The posts on this website about cash value insurance continue to attract comments (mostly from those who sell it) like a knight in shining armor on a summit in a thunderstorm attracts lightning. Months or even years after I write a post the comments continue to grow into the hundreds. In a recent comment, one agent stated that whole life insurance was a lot like a Roth IRA. I’ve heard that comparison many times, but it is flat out wrong, so I called him out on it. This post goes in to more detail about the reasons why whole life insurance is not like a Roth IRA.
1) No Interest Free Withdrawals
The reason some people fall for this scheme is that the money in a whole life insurance policy does grow in a tax-protected manner, and when you borrow the money from the policy later in life (remember you can’t withdraw the money, because that’s taxable, so you borrow it), it comes out tax-free “just like a Roth IRA.” However, it is not interest-free. Just like when you borrow from a bank, when you borrow from an insurance policy you have to pay interest. It doesn’t seem fair, I know, but that’s the way life insurance works. You have to pay interest to borrow your own money. When you withdraw from your Roth IRA, you owe neither taxes nor interest.

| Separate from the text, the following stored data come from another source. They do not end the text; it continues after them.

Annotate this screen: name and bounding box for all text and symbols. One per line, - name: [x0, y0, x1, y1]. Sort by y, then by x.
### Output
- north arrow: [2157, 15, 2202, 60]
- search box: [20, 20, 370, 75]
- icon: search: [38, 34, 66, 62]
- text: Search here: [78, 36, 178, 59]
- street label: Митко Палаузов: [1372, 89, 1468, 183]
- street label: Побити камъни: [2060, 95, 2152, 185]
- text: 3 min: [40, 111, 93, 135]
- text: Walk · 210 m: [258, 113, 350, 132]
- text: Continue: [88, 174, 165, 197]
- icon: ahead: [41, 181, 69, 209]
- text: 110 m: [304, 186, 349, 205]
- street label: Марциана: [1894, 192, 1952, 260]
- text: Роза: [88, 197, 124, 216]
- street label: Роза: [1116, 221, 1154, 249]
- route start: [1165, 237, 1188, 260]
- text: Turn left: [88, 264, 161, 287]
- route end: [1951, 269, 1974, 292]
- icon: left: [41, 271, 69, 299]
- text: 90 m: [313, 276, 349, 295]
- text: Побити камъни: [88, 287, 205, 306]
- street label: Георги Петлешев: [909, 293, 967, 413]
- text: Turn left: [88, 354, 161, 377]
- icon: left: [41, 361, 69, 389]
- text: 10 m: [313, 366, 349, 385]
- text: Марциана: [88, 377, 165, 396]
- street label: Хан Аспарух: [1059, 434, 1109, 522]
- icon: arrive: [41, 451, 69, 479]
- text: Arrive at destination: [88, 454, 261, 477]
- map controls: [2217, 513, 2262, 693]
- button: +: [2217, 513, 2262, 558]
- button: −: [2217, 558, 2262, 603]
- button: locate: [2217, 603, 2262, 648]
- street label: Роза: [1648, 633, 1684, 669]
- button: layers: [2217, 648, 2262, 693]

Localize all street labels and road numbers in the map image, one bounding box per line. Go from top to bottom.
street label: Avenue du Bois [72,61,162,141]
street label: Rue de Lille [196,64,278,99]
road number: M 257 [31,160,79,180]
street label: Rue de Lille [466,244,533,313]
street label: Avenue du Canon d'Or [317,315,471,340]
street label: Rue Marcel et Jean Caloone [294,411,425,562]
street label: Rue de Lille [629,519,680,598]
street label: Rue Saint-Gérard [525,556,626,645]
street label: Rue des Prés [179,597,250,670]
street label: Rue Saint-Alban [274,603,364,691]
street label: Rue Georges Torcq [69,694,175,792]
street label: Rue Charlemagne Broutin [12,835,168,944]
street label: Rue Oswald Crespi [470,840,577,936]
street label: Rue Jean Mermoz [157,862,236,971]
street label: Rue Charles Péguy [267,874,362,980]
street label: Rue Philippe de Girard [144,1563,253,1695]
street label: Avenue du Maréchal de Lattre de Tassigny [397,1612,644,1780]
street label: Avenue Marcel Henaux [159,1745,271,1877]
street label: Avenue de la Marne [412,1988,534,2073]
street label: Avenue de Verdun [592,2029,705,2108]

2) Excessive Fees Lower Returns
Roth IRAs can be extremely inexpensive. There is no fee at all to open one at Vanguard. They also have no closing fees. The expense ratio for investments can be as low as 0.05% a year. Try comparing that to the typical whole life policy. The insurance policy not only has a number of “garbage fees,” but since these things don’t sell themselves, the insurance company has to compensate its salesmen with large commissions (typically 40-80% of the first year’s premium) in order to get any business at all. The more you pay in fees, the less that goes toward the investment, and the lower your returns.
3) Insurance Costs Lower Returns
Since whole life insurance is a hybrid insurance/investing vehicle, it requires you to purchase insurance, whether or not you want it. All the money that goes toward the cost of that insurance by definition cannot go toward your cash value, so your investment will grow slower, producing lower returns.
4) Complexity Favors The Issuer
It is very easy to open a Roth IRA. It’s a simple proposition. You put in after-tax money, it grows tax-free and it comes out tax-free in retirement. You can put any reasonable investment inside it- stocks, bonds, mutual funds etc. Fees are clearly disclosed and, if you go to the commonly used mutual fund houses, quite reasonable. Insurance policy prospectuses, however, are hundreds of pages thick. Even the illustrations run dozens of pages. The fees are usually buried somewhere deep inside. I run into physicians every week who have been sold one of these policies who really didn’t understand what he was buying. In general, complex financial instruments favor the issuer over the purchaser.
5) No High Rate Of Return Investments Available
When your invest through an insurance company (which is what you are doing with whole life insurance) you’re stuck with the dividends that they want to pay you. Their dividends are limited by the investments that they use. These investments tend to be very conservative, often composed of 80-85% bonds. A Roth IRA, of course, can be invested in all kinds of investments with higher expected rates of return, such as US stocks, International stocks, REITs, small value stocks, emerging market stocks or even commodities.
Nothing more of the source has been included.